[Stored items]
..........

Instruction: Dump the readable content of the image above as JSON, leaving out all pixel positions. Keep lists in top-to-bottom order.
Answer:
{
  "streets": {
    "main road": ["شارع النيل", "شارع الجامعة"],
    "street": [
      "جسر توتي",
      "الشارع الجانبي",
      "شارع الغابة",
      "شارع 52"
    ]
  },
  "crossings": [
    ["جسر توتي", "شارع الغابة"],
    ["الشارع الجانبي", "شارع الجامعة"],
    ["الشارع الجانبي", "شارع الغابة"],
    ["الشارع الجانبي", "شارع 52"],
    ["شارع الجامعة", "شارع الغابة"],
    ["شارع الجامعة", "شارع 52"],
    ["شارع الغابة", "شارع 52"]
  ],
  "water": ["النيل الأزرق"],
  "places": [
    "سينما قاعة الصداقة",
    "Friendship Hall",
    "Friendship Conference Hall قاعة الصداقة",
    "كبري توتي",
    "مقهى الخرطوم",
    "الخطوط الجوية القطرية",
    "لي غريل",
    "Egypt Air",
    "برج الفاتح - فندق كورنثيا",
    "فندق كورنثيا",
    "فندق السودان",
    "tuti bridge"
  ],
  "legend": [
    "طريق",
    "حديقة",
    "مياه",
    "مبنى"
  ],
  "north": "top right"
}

..........

* [Problem details]:
Among the records, find every line holding the word "قاعة" and copy it.

* [Solution to the exercise]:
    "سينما قاعة الصداقة",
    "Friendship Conference Hall قاعة الصداقة",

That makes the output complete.